[WHAT IS EXPECTED]
Select and copy out every line in the records containing "into".

================

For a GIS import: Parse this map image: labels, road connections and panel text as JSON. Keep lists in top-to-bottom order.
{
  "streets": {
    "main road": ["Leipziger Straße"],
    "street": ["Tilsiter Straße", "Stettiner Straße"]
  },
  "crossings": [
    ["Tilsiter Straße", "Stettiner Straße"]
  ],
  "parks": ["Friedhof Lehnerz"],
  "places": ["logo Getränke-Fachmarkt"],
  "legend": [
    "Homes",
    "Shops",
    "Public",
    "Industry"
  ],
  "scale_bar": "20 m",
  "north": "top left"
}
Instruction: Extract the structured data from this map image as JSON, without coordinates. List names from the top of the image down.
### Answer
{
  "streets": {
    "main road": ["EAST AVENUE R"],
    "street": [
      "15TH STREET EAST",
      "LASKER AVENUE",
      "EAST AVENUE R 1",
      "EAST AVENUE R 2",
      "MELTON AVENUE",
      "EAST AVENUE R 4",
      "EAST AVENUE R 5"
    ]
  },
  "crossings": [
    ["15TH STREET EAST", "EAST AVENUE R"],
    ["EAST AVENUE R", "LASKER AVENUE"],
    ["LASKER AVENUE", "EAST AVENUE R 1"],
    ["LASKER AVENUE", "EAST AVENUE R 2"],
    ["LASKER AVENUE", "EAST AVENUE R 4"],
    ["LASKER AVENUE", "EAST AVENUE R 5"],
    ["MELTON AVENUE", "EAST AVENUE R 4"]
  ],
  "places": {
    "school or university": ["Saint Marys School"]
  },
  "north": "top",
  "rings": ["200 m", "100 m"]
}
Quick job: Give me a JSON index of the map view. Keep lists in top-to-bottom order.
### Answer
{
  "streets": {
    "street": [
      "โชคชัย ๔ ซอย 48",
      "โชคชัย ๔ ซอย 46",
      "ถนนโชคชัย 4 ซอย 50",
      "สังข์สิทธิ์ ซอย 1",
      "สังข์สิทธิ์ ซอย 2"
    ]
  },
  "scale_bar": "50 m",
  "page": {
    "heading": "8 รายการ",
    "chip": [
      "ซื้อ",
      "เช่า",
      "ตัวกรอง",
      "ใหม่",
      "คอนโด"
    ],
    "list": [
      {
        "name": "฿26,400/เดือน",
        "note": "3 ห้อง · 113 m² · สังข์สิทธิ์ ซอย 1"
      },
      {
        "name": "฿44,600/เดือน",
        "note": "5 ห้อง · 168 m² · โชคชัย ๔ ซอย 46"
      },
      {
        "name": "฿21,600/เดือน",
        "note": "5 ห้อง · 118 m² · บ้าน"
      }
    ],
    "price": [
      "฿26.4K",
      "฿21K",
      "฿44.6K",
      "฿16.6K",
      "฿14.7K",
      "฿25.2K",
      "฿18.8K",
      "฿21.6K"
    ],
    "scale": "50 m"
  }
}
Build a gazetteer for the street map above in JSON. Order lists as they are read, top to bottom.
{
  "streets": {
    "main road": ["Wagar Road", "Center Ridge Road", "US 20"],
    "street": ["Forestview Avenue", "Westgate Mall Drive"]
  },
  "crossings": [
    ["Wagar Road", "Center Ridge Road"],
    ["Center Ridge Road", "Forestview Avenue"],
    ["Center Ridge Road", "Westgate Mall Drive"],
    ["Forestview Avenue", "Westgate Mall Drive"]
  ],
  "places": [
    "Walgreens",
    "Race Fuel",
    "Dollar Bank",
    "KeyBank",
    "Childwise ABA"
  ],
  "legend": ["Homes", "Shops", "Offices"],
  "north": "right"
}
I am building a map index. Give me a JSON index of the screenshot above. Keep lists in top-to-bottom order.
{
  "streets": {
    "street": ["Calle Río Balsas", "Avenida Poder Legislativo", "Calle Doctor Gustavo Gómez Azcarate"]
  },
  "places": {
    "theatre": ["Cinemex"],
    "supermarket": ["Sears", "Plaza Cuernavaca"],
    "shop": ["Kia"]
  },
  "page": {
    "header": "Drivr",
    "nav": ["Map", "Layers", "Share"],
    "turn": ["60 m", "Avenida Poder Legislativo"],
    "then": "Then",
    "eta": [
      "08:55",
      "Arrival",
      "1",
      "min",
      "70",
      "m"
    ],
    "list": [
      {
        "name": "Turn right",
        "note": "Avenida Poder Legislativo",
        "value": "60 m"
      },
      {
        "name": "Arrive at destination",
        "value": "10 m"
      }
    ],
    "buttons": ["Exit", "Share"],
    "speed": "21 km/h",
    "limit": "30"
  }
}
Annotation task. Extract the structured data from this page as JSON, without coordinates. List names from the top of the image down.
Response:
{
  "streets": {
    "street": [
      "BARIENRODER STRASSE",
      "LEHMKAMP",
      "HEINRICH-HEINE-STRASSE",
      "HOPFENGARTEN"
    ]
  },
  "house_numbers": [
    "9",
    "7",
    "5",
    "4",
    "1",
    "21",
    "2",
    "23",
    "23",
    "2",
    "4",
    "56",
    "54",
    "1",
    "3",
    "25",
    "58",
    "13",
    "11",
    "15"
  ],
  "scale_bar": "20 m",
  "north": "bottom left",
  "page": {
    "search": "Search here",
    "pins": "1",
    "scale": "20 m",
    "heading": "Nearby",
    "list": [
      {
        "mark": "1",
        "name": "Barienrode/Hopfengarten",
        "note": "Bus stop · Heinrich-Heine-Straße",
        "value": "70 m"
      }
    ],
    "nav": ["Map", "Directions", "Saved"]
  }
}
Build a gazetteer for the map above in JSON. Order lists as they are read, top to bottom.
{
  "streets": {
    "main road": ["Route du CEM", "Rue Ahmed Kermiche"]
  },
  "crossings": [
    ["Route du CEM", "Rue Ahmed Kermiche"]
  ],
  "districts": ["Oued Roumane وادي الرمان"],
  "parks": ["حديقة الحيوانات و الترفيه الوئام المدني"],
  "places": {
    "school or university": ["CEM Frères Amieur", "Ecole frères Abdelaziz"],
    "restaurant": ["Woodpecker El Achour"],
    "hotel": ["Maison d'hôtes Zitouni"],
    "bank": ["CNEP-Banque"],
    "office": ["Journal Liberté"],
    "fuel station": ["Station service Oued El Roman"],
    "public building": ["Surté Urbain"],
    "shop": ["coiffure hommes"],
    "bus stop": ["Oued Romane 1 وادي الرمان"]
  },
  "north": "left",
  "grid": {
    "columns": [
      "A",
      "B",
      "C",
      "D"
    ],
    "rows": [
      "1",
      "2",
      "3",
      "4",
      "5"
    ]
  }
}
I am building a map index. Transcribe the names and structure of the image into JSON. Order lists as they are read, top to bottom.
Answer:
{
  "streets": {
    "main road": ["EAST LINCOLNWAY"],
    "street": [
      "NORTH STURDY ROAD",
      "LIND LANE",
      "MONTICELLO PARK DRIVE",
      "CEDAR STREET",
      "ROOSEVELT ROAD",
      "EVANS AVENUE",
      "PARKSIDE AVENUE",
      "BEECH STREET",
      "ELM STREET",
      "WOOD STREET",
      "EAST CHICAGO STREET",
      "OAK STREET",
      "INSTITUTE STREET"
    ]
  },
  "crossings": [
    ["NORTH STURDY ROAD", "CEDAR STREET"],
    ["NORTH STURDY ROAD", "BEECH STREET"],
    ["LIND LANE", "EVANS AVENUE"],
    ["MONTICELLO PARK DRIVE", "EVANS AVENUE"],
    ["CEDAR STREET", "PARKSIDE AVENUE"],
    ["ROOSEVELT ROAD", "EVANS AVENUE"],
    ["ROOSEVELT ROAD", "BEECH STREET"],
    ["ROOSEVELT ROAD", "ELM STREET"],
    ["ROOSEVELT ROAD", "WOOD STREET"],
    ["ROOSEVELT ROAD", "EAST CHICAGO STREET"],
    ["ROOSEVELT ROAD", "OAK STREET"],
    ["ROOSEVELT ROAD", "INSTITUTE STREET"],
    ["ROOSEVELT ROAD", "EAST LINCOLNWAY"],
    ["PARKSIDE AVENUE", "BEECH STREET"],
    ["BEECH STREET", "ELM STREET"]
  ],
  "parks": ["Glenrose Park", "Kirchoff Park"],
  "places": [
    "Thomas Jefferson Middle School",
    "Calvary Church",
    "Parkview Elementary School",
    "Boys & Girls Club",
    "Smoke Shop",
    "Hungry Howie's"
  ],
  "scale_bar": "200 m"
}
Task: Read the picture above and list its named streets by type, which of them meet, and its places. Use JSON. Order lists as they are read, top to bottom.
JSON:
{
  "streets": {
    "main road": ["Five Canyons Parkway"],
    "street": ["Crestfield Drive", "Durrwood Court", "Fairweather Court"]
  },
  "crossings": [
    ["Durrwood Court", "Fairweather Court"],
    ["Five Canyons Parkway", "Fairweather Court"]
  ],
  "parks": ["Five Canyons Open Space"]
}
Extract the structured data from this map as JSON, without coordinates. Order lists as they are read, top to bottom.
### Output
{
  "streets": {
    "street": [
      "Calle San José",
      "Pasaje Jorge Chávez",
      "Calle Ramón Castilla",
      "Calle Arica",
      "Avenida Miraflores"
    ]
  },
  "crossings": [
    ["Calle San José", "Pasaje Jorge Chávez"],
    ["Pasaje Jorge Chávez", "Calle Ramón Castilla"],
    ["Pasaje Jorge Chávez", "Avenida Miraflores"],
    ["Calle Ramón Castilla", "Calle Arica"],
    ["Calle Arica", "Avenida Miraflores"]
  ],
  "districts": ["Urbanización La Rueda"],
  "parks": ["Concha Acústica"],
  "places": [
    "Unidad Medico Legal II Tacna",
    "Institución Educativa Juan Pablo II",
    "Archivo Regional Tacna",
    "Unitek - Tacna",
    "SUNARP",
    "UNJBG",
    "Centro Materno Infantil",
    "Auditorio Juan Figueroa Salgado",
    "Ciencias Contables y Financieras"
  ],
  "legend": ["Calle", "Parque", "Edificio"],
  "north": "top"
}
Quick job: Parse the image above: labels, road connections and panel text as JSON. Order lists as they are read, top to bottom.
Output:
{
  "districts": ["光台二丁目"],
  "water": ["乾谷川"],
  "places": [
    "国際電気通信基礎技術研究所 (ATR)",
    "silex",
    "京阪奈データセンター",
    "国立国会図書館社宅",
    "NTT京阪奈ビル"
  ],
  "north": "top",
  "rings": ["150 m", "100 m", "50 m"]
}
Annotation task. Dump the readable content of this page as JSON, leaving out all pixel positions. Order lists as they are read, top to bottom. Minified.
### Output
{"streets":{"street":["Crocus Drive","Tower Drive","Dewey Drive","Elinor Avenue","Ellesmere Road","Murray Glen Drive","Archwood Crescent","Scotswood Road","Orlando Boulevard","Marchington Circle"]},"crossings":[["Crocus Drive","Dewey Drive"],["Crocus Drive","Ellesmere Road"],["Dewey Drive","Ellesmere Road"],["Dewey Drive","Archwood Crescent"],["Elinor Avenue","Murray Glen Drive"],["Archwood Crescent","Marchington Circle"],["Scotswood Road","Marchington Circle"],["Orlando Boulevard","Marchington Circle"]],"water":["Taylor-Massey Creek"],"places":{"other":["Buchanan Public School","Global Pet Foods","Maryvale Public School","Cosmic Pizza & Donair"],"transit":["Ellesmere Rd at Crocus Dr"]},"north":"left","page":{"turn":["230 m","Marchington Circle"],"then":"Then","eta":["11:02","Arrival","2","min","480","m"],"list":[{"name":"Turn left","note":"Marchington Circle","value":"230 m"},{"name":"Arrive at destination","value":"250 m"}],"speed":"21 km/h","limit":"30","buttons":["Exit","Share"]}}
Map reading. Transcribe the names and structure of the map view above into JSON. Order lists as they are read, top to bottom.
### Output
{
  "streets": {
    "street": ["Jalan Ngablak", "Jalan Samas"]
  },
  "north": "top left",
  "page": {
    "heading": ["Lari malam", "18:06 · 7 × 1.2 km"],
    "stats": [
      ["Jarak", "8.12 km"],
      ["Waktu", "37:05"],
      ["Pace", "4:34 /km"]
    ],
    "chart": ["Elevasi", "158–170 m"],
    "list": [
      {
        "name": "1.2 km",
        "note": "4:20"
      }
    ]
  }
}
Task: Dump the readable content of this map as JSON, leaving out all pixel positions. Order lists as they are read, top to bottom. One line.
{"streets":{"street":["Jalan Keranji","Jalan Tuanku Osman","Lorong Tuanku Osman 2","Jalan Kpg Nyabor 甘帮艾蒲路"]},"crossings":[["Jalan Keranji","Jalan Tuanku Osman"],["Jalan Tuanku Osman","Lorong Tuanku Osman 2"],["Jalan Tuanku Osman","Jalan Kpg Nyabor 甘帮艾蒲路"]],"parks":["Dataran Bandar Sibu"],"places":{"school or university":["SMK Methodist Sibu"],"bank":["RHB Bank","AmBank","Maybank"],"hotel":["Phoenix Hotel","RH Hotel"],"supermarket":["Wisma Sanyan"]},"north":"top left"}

================

[RESPONSE TO THE TASK]
I am building a map index. Transcribe the names and structure of the image into JSON. Order lists as they are read, top to bottom.
Map reading. Transcribe the names and structure of the map view above into JSON. Order lists as they are read, top to bottom.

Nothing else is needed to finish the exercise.